### EXERCISE INSTRUCTIONS
Transcribe the records below word for word, beginning with the first line and stopping after the line that contains "position:absolute; left:1274px; top:2059px;"; pictures are not part of the copy.

### DATA SUPPLIED
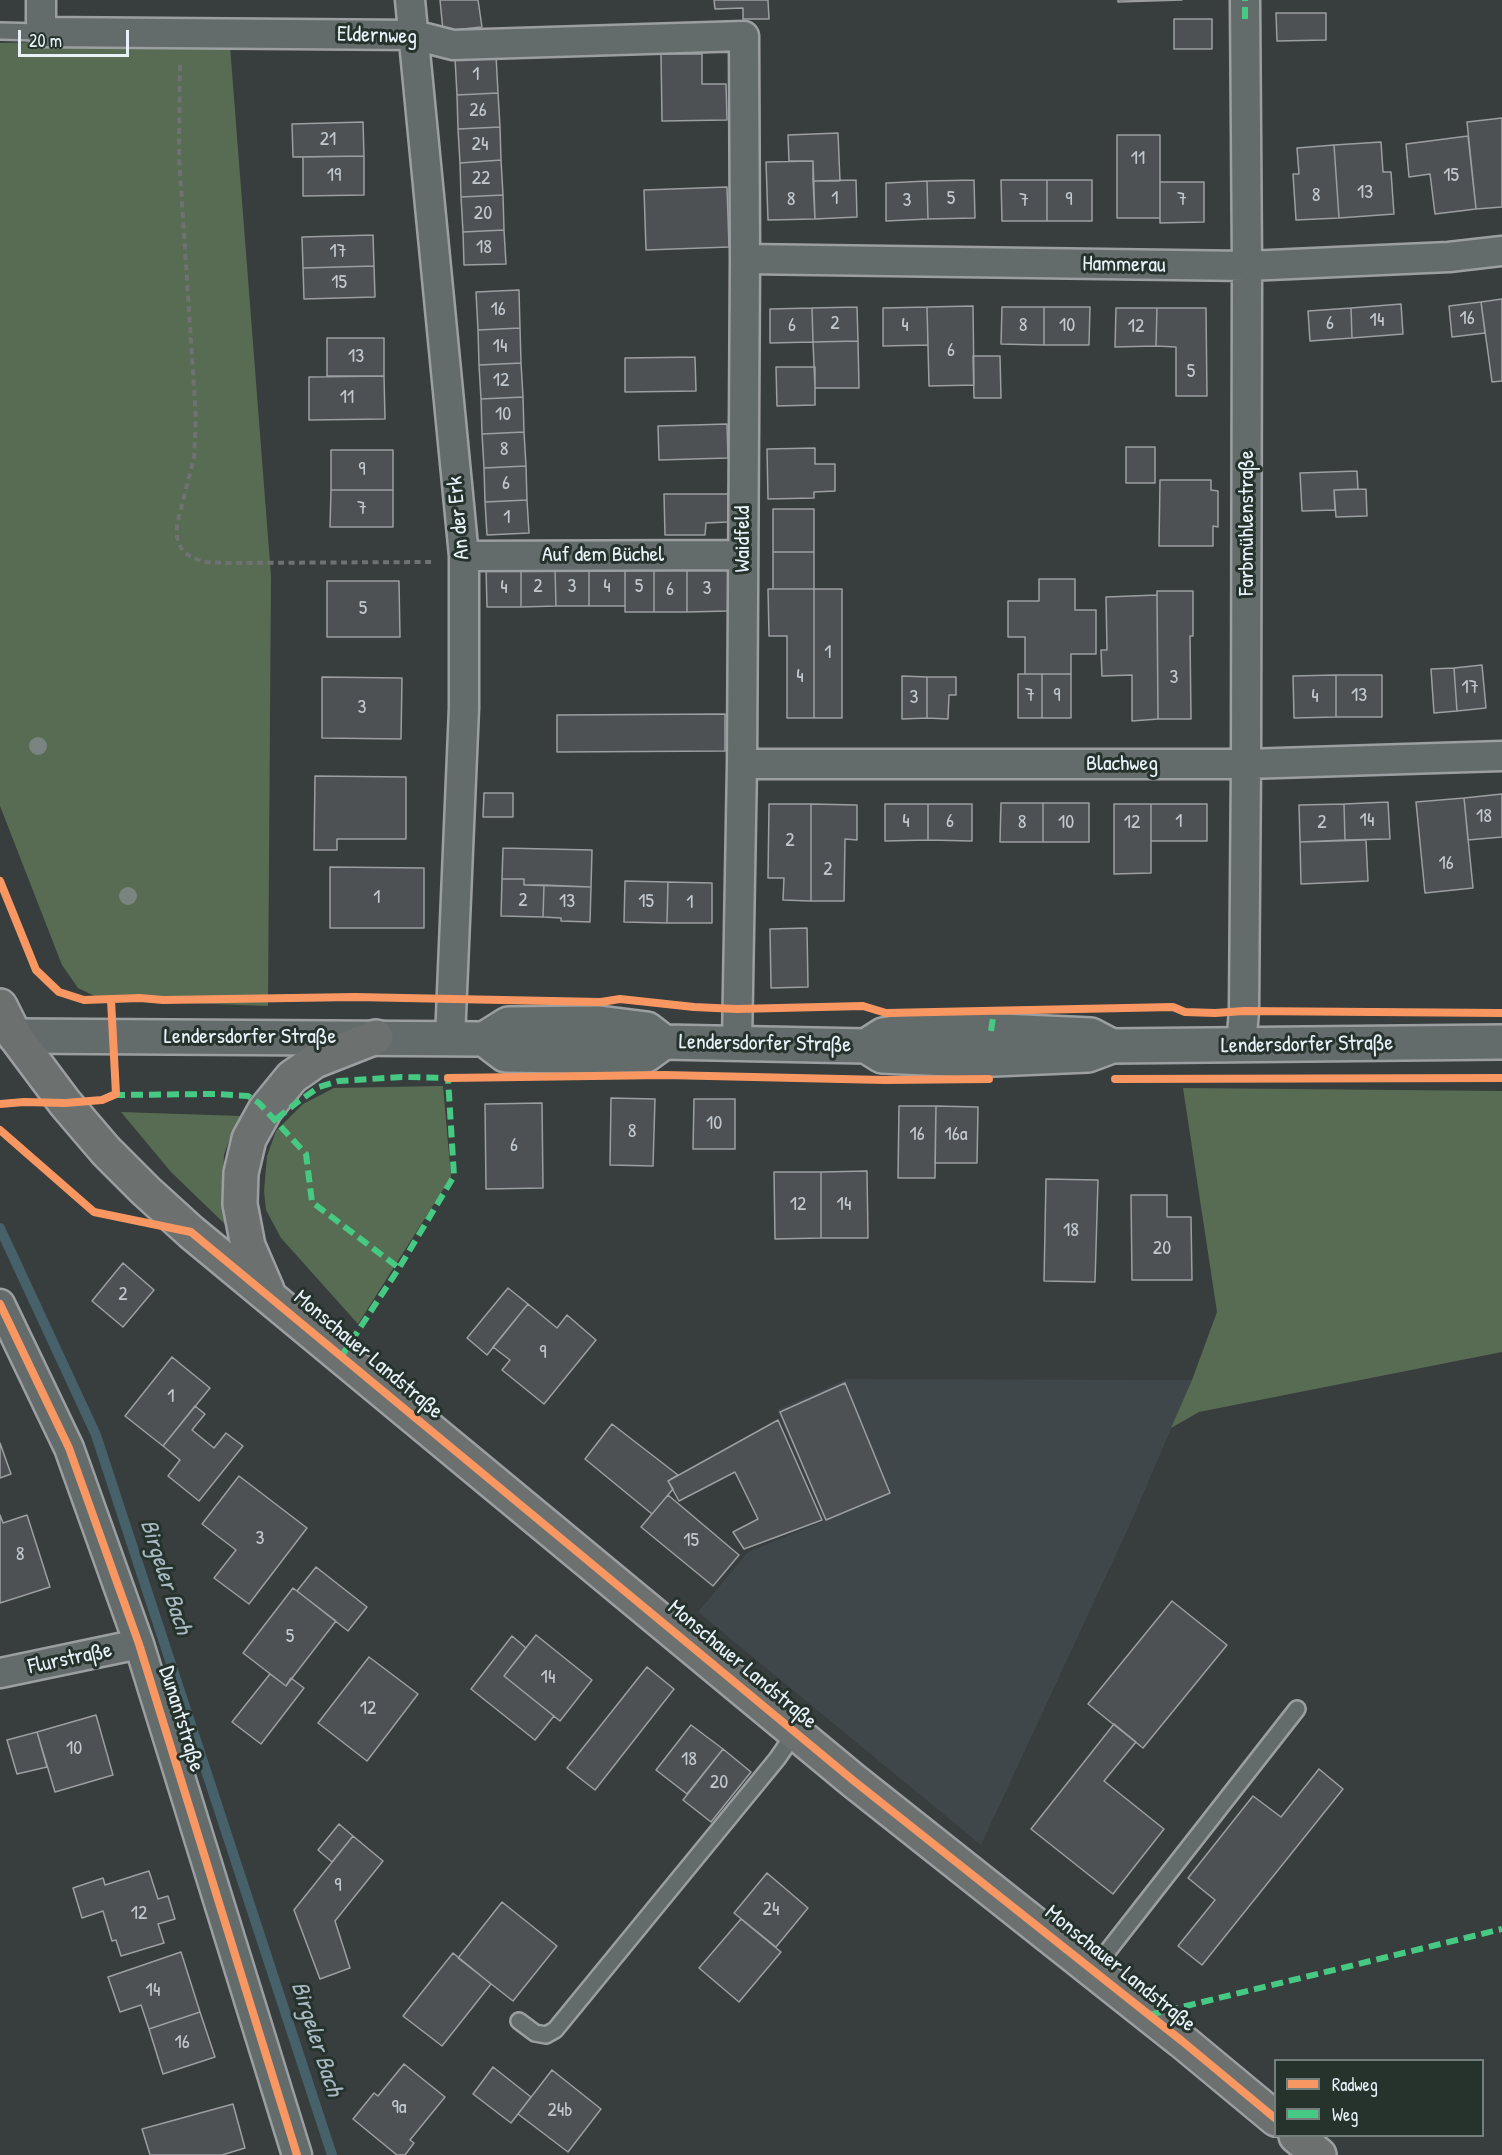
<!DOCTYPE html>
<html>
<head>
<meta charset="utf-8">
<style>
	body { margin:0 }
	#map { position:relative; width:1502px; height:2155px; overflow:hidden; background:#383d3d; font-family:"Patrick Hand",sans-serif }
	canvas { display:block }
	.legend { position:absolute; left:1274px; top:2059px; width:210px; height:78px; box-sizing:border-box; background:#26332d; border:2px solid #747f7e; margin:0; padding:8px 10px; list-style:none; font-size:18px; color:#e8f1f8 }
	.legend li { display:flex; align-items:center; gap:12px; height:30px }
	.legend b { width:30px; border:2px solid #747f7e }
	.scale { position:absolute; left:18px; top:30px; width:111px; height:27px; box-sizing:border-box; border:3px solid #e8f1f8; border-top:0; padding-left:8px; font-size:18px; line-height:21px; white-space:nowrap; color:#e8f1f8; -webkit-text-stroke:4px #26332d; paint-order:stroke }
</style>
</head>
<body>
<div id="map">
<canvas width="1502" height="2155"></canvas>
<ul class="legend">
<li><b style="height:8px;background:#f99763"></b>Radweg</li>
<li><b style="height:8px;background:#46c982"></b>Weg</li>
</ul>
<div class="scale">20 m</div>
</div>
<script>
const ctx = document.querySelector('canvas').getContext('2d');
ctx.lineJoin = 'round';
function paint(path, color) {
  ctx.fillStyle = color;
  ctx.fill(path, 'evenodd');
}
function shape(rows) {
  const path = new Path2D();
  for (const r of rows) {
    path.moveTo(r[0], r[1]);
    for (let i = 2; i < r.length; i += 2) path.lineTo(r[i], r[i + 1]);
  }
  return path;
}
function strokePath(path, color, width, dash) {
  ctx.strokeStyle = color;
  ctx.lineWidth = width;
  ctx.lineCap = dash ? 'butt' : 'round';
  ctx.setLineDash(dash || []);
  ctx.stroke(path);
}
function label(font, color, halo, rows, align = 'center') {
  ctx.font = font + ' "Patrick Hand",sans-serif';
  ctx.lineWidth = 6;
  ctx.setLineDash([]);
  ctx.textBaseline = 'middle';
  ctx.strokeStyle = halo;
  ctx.fillStyle = color;
  for (const [text, x, y, turn = 0] of rows) {
    ctx.save();
    ctx.translate(x, y);
    ctx.rotate((+turn || 0) * Math.PI / 180);
    ctx.textAlign = isNaN(turn) ? turn : align;
    if (halo) ctx.strokeText(text, 0, 0);
    ctx.fillText(text, 0, 0);
    ctx.restore();
  }
}
paint(shape([
	[846,1379,1192,1380,1132,1520,981,1845,698,1612,748,1552,824,1521,777,1410]
]), '#3f474b');
paint(shape([
	[48,42,230,46,271,576,268,1006,103,1000,78,988,62,965,0,806,0,43],
	[443,1086,451,1177,358,1324,281,1238,266,1210,264,1191,267,1156,276,1131,303,1104,334,1088],
	[1183,1088,1502,1091,1502,1352,1199,1412,1171,1428,1192,1380,1217,1312],
	[121,1112,241,1116,232,1132,224,1155,222,1199,230,1229,171,1172]
]), '#586c53');
strokePath(shape([
	[0,1228,96,1435,332,2155]
]), '#47616a', 10);
const building = shape([
	[440,0,478,0,482,27,443,31,440,0],
	[714,0,768,0,769,19,743,19,743,8,715,9,714,0],
	[1118,0,1182,0,1118,2,1118,0],
	[1276,13,1326,13,1326,40,1277,41,1276,13],
	[1174,19,1212,19,1212,49,1174,49,1174,19],
	[661,54,702,54,702,84,726,84,727,120,662,121,661,54],
	[496,55,498,93,457,95,455,58,496,55],
	[498,93,500,127,458,129,457,95,498,93],
	[1502,118,1502,207,1476,209,1467,122,1502,118],
	[363,122,364,156,293,157,292,124,363,122],
	[500,127,501,160,460,163,458,129,500,127],
	[838,133,840,181,813,181,813,161,789,161,788,135,838,133],
	[1117,135,1160,135,1160,218,1117,218,1117,135],
	[1468,136,1476,209,1435,214,1430,174,1409,177,1406,144,1468,136],
	[1381,142,1383,172,1391,172,1394,214,1339,218,1334,145,1381,142],
	[1334,145,1339,218,1296,220,1293,174,1299,174,1297,148,1334,145],
	[364,156,364,195,303,196,303,157,364,156],
	[501,160,503,195,461,197,460,163,501,160],
	[813,161,815,219,768,220,766,162,813,161],
	[856,180,857,217,815,219,813,181,856,180],
	[974,180,975,218,928,219,927,181,974,180],
	[1001,180,1047,180,1047,221,1002,221,1001,180],
	[1047,180,1092,180,1092,221,1047,221,1047,180],
	[927,181,928,219,886,221,886,183,927,181],
	[1160,182,1204,182,1204,222,1160,223,1160,182],
	[727,187,729,247,646,250,644,190,727,187],
	[503,195,504,230,463,232,461,197,503,195],
	[504,230,506,264,464,265,463,232,504,230],
	[373,235,374,266,303,268,302,237,373,235],
	[374,266,375,297,304,299,303,268,374,266],
	[519,290,520,328,478,330,476,292,519,290],
	[1502,299,1502,381,1492,382,1481,302,1502,299],
	[1481,302,1485,333,1452,337,1449,306,1481,302],
	[1401,304,1403,334,1352,338,1351,308,1401,304],
	[973,306,974,385,929,386,927,307,973,306],
	[857,307,858,341,813,342,812,308,857,307],
	[927,307,928,345,883,346,883,308,927,307],
	[1002,307,1044,307,1044,345,1001,344,1002,307],
	[1044,307,1090,307,1089,345,1044,345,1044,307],
	[812,308,813,342,770,343,770,309,812,308],
	[1116,308,1157,308,1156,346,1115,347,1116,308],
	[1157,308,1206,308,1207,396,1176,396,1176,347,1156,346,1157,308],
	[1351,308,1352,338,1310,341,1308,311,1351,308],
	[520,328,521,363,479,365,478,330,520,328],
	[327,338,384,338,384,376,327,376,327,338],
	[858,341,859,388,815,388,813,342,858,341],
	[973,356,1000,356,1001,398,974,398,973,356],
	[695,357,696,391,625,392,625,358,695,357],
	[521,363,523,397,481,399,479,365,521,363],
	[776,367,815,367,815,405,777,406,776,367],
	[384,376,385,419,309,420,309,377,384,376],
	[523,397,524,432,482,434,481,399,523,397],
	[727,424,728,458,659,460,658,426,727,424],
	[524,432,526,466,484,468,482,434,524,432],
	[1126,447,1155,447,1155,483,1126,483,1126,447],
	[815,448,815,464,835,464,835,491,814,492,814,498,768,499,767,449,815,448],
	[331,450,393,450,393,490,331,490,331,450],
	[526,466,527,500,485,502,484,468,526,466],
	[1357,471,1358,489,1334,490,1335,510,1302,511,1300,473,1357,471],
	[1160,480,1211,480,1211,490,1218,491,1218,527,1213,526,1213,546,1159,546,1160,480],
	[1366,489,1367,516,1336,517,1334,490,1366,489],
	[331,490,393,490,393,527,330,527,331,490],
	[664,494,728,494,728,522,706,523,705,535,665,535,664,494],
	[527,500,529,533,487,535,485,502,527,500],
	[773,509,814,509,814,552,773,552,773,509],
	[773,552,814,552,814,589,773,589,773,552],
	[728,566,728,611,687,612,687,567,728,566],
	[589,567,625,567,625,606,589,606,589,567],
	[589,567,589,606,556,606,555,568,589,567],
	[625,567,654,567,654,612,625,612,625,567],
	[654,567,687,567,687,612,654,612,654,567],
	[486,568,521,568,521,607,487,607,486,568],
	[521,568,555,568,556,606,521,607,521,568],
	[1039,579,1075,579,1075,610,1096,610,1096,654,1071,654,1071,674,1025,674,1025,637,1008,637,1008,601,1039,601,1039,579],
	[327,581,399,581,400,637,327,637,327,581],
	[768,589,814,589,814,718,787,718,787,636,769,636,768,589],
	[814,589,842,589,842,718,814,718,814,589],
	[1157,591,1193,591,1193,636,1190,636,1191,719,1158,719,1157,591],
	[1157,595,1158,719,1132,721,1132,675,1102,676,1101,650,1107,650,1106,597,1157,595],
	[1482,665,1486,708,1457,711,1454,668,1482,665],
	[1454,668,1457,711,1434,713,1431,669,1454,668],
	[1018,674,1042,674,1042,718,1018,718,1018,674],
	[1042,674,1071,674,1071,718,1042,718,1042,674],
	[1336,675,1382,675,1382,717,1336,717,1336,675],
	[1336,675,1336,717,1294,718,1293,676,1336,675],
	[902,676,927,677,927,718,902,719,902,676],
	[322,677,402,678,401,739,322,738,322,677],
	[927,677,956,677,956,695,949,695,948,719,927,718,927,677],
	[725,714,725,751,557,752,557,715,725,714],
	[315,776,406,777,406,839,337,839,337,850,314,850,315,776],
	[484,793,513,793,513,817,483,817,484,793],
	[1502,794,1502,837,1468,840,1464,798,1502,794],
	[1464,798,1473,888,1425,893,1416,802,1464,798],
	[1388,802,1390,839,1345,840,1344,804,1388,802],
	[1001,803,1043,803,1043,842,1000,842,1001,803],
	[1043,803,1089,803,1089,842,1043,842,1043,803],
	[769,804,811,804,811,901,783,900,784,878,768,878,769,804],
	[811,804,857,805,857,840,845,839,844,901,811,901,811,804],
	[885,804,928,804,928,840,885,841,885,804],
	[928,804,972,804,972,841,928,840,928,804],
	[1114,804,1151,804,1151,873,1114,874,1114,804],
	[1151,804,1207,804,1207,841,1151,841,1151,804],
	[1344,804,1345,840,1300,842,1299,805,1344,804],
	[1366,840,1368,881,1301,884,1300,842,1366,840],
	[503,848,592,850,591,887,524,885,524,879,502,879,503,848],
	[330,867,424,868,424,928,330,928,330,867],
	[502,879,524,879,524,885,544,885,543,917,501,916,502,879],
	[625,881,668,882,667,923,624,922,625,881],
	[668,882,712,883,712,923,667,923,668,882],
	[544,885,591,887,590,922,561,921,561,918,543,917,544,885],
	[807,928,808,987,771,988,770,929,807,928],
	[611,1098,655,1099,653,1166,610,1165,611,1098],
	[694,1099,735,1099,735,1149,693,1149,694,1099],
	[542,1103,543,1188,486,1189,485,1104,542,1103],
	[899,1106,936,1106,935,1178,898,1178,899,1106],
	[936,1106,978,1107,977,1163,935,1163,936,1106],
	[867,1171,868,1238,821,1238,821,1172,867,1171],
	[774,1172,821,1172,821,1238,775,1239,774,1172],
	[1046,1179,1098,1180,1095,1282,1044,1281,1046,1179],
	[1131,1195,1167,1195,1167,1217,1191,1217,1192,1280,1132,1280,1131,1195],
	[123,1263,154,1290,123,1327,92,1301,123,1263],
	[508,1288,528,1304,487,1355,467,1338,508,1288],
	[528,1304,557,1328,567,1315,596,1340,544,1404,502,1370,510,1360,493,1347,528,1304],
	[172,1357,210,1388,163,1446,125,1416,172,1357],
	[845,1383,890,1493,826,1520,780,1412,845,1383],
	[195,1406,205,1414,192,1430,214,1448,226,1433,243,1446,199,1501,168,1476,180,1460,163,1446,195,1406],
	[778,1420,822,1520,744,1549,733,1532,758,1519,735,1472,679,1501,668,1481,778,1420],
	[612,1424,678,1475,668,1481,673,1489,652,1514,585,1459,612,1424],
	[0,1443,11,1474,0,1478,0,1443],
	[239,1476,307,1528,249,1604,214,1578,236,1550,202,1524,239,1476],
	[668,1495,739,1555,713,1586,641,1527,668,1495],
	[0,1515,3,1523,27,1515,50,1587,0,1603,0,1515],
	[316,1567,367,1607,348,1631,297,1591,316,1567],
	[293,1588,336,1621,286,1686,243,1653,293,1588],
	[1172,1601,1227,1645,1143,1748,1088,1704,1172,1601],
	[536,1635,592,1680,560,1721,504,1676,536,1635],
	[512,1636,526,1648,504,1676,554,1716,535,1740,471,1689,512,1636],
	[369,1657,418,1694,367,1761,318,1723,369,1657],
	[647,1667,674,1689,595,1790,567,1768,647,1667],
	[270,1674,286,1686,291,1678,304,1688,261,1744,232,1722,270,1674],
	[96,1715,113,1775,55,1792,37,1732,96,1715],
	[1114,1724,1136,1742,1104,1781,1164,1829,1113,1894,1031,1829,1114,1724],
	[691,1725,723,1749,687,1794,656,1770,691,1725],
	[37,1732,47,1767,17,1774,7,1740,37,1732],
	[723,1749,751,1772,711,1822,683,1800,723,1749],
	[1319,1769,1343,1789,1202,1965,1178,1946,1215,1900,1188,1878,1253,1796,1281,1817,1319,1769],
	[339,1824,353,1836,332,1862,318,1850,339,1824],
	[353,1836,383,1861,335,1921,350,1968,320,1979,294,1910,353,1836],
	[149,1871,158,1899,168,1896,175,1919,158,1924,164,1943,121,1956,116,1940,112,1941,103,1911,82,1918,73,1888,103,1878,105,1885,149,1871],
	[767,1873,808,1908,776,1947,734,1913,767,1873],
	[502,1902,557,1946,513,2001,458,1958,502,1902],
	[741,1919,781,1952,739,2002,699,1968,741,1919],
	[181,1952,200,2012,149,2029,141,2005,120,2012,108,1977,181,1952],
	[453,1953,491,1984,442,2046,403,2016,453,1953],
	[200,2012,215,2057,163,2074,149,2029,200,2012],
	[404,2064,445,2097,410,2140,414,2143,405,2155,397,2155,353,2119,374,2093,378,2096,404,2064],
	[493,2067,531,2097,511,2123,473,2094,493,2067],
	[552,2070,601,2109,568,2152,518,2114,552,2070],
	[233,2104,245,2148,222,2155,150,2155,142,2129,233,2104]
]);
paint(building, '#4d5154');
strokePath(building, '#9c9fa1', 1.5);
const service = shape([
	[0,31,41,32],
	[1093,1970,1297,1709],
	[519,2021,535,2033,546,2035,555,2030,777,1759,795,1733]
]);
const minor = shape([
	[41,0,41,32,414,35,453,45,744,36,745,259,742,764,737,1043],
	[410,0,464,556,464,708,450,1039],
	[745,259,1247,266,1449,257,1502,251],
	[464,556,743,555],
	[742,764,1246,764,1502,756],
	[1241,1046,1244,1011,1246,764,1247,266,1245,0],
	[0,1304,69,1448,139,1644,297,2155],
	[0,1673,139,1644]
]);
const tertiary = shape([
	[15,1036,484,1039,508,1024,599,1023,647,1029,664,1042,866,1046,882,1056,970,1060,1088,1055,1112,1046,1502,1042],
	[484,1039,505,1055,565,1056,646,1055,664,1042],
	[866,1046,883,1035,895,1033,977,1030,1091,1035,1112,1046]
]);
const primary = shape([
	[0,1006,15,1036,65,1103,106,1151,146,1191,191,1232,854,1781,1182,2041,1276,2119],
	[267,1290,248,1246,240,1204,241,1173,249,1139,265,1110,292,1077,315,1061,376,1037],
	[1296,2136,1319,2155]
]);
strokePath(service, '#9c9fa1', 20);
strokePath(minor, '#9c9fa1', 33);
strokePath(tertiary, '#9c9fa1', 38);
strokePath(primary, '#9c9fa1', 38);
strokePath(shape([
	[180,65,179,157,196,418,194,458,177,524,177,537,181,548,188,555,203,562,227,563,433,562]
]), '#6e7272', 4, [6, 4.5]);
strokePath(service, '#646b6b', 15);
strokePath(minor, '#646b6b', 28);
strokePath(tertiary, '#646b6b', 33);
strokePath(primary, '#6c7170', 33);
strokePath(shape([
	[1245,19,1245,0],
	[991,1031,994,1011],
	[113,1095,215,1094,248,1096,259,1103,306,1154,312,1202,399,1268],
	[276,1119,299,1101,319,1087,339,1081,402,1077,453,1078],
	[341,1357,399,1268,454,1176,448,1078],
	[1149,2015,1502,1929]
]), '#46c982', 6, [12, 6]);
strokePath(shape([
	[0,881,36,970,59,992,84,1000,140,998,163,1000,355,997,601,1002,620,999,694,1007,737,1009,863,1006,886,1013,1173,1007,1185,1012,1215,1013,1244,1011,1502,1013],
	[448,1078,665,1075,885,1080,989,1079],
	[1115,1079,1502,1078],
	[0,1104,24,1102,65,1103,102,1100,116,1094,111,1000],
	[0,1130,94,1212,191,1232,854,1781,1182,2041,1276,2119],
	[0,1304,69,1448,139,1644,297,2155]
]), '#f99763', 8);
ctx.fillStyle = '#7a8481';
for (const [x, y] of [
	[38,746],
	[128,896]
]) {
  ctx.beginPath();
  ctx.arc(x, y, 9, 0, 2 * Math.PI);
  ctx.fill();
}
label('20px', '#c1c9cf', null, [
	["1",476,75],
	["26",478,111],
	["21",328,140],
	["24",480,145],
	["11",1138,159],
	["19",334,176],
	["15",1451,176],
	["22",481,179],
	["13",1365,193],
	["8",1316,196],
	["1",835,199],
	["5",951,199],
	["8",791,200],
	["9",1069,200],
	["7",1182,200],
	["3",907,201],
	["7",1024,201],
	["20",483,214],
	["18",484,248],
	["17",338,252],
	["15",339,283],
	["16",498,310],
	["16",1467,319],
	["14",1377,321],
	["2",835,324],
	["6",1330,324],
	["6",792,326],
	["4",905,326],
	["8",1023,326],
	["10",1067,326],
	["12",1136,327],
	["14",500,347],
	["6",951,351],
	["13",356,357],
	["5",1191,372],
	["12",501,381],
	["11",347,398],
	["10",503,415],
	["8",504,450],
	["9",362,470],
	["6",506,484],
	["7",362,509],
	["1",507,518],
	["2",538,587],
	["3",572,587],
	["4",607,587],
	["5",639,587],
	["4",504,588],
	["3",707,589],
	["6",670,590],
	["5",363,609],
	["1",828,653],
	["4",800,677],
	["3",1174,678],
	["17",1470,688],
	["7",1030,696],
	["9",1057,696],
	["13",1359,696],
	["4",1315,697],
	["3",914,698],
	["3",362,708],
	["18",1484,817],
	["14",1367,821],
	["4",906,822],
	["6",950,822],
	["1",1179,822],
	["8",1022,823],
	["10",1066,823],
	["12",1132,823],
	["2",1322,823],
	["2",790,841],
	["16",1446,864],
	["2",828,870],
	["1",377,898],
	["2",523,901],
	["13",567,902],
	["15",646,902],
	["1",690,903],
	["10",714,1124],
	["8",632,1132],
	["16",917,1135],
	["16a",956,1135],
	["6",514,1146],
	["12",798,1205],
	["14",844,1205],
	["18",1071,1231],
	["20",1162,1249],
	["2",123,1295],
	["9",543,1353],
	["1",171,1397],
	["3",260,1539],
	["15",691,1541],
	["8",20,1555],
	["5",290,1637],
	["14",548,1678],
	["12",368,1709],
	["10",74,1749],
	["18",689,1760],
	["20",719,1783],
	["9",338,1886],
	["24",771,1910],
	["12",139,1914],
	["14",153,1991],
	["16",182,2043],
	["9a",399,2108],
	["24b",560,2111]
]);
label('22px', '#e8f1f8', '#26332d', [
	["Eldernweg",377,36,2],
	["Hammerau",1124,265,1],
	["An der Erk",459,518,-95],
	["Farbmühlenstraße",1247,523,-90],
	["Waidfeld",743,539,-90],
	["Auf dem Büchel",603,555],
	["Blachweg",1122,764],
	["Lendersdorfer Straße",250,1037],
	["Lendersdorfer Straße",765,1044,1],
	["Lendersdorfer Straße",1307,1045,-1],
	["Monschauer Landstraße",368,1355,40],
	["Flurstraße",70,1659,-12],
	["Monschauer Landstraße",742,1665,40],
	["Dunantstraße",181,1719,73],
	["Monschauer Landstraße",1120,1969,39]
]);
label('italic 24px', '#a8b9c1', '#26332d', [
	["Birgeler Bach",165,1577,72],
	["Birgeler Bach",316,2039,72]
]);
</script>
</body>
</html>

### SOLUTION FOR THIS PROBLEM
<!DOCTYPE html>
<html>
<head>
<meta charset="utf-8">
<style>
	body { margin:0 }
	#map { position:relative; width:1502px; height:2155px; overflow:hidden; background:#383d3d; font-family:"Patrick Hand",sans-serif }
	canvas { display:block }
	.legend { position:absolute; left:1274px; top:2059px; width:210px; height:78px; box-sizing:border-box; background:#26332d; border:2px solid #747f7e; margin:0; padding:8px 10px; list-style:none; font-size:18px; color:#e8f1f8 }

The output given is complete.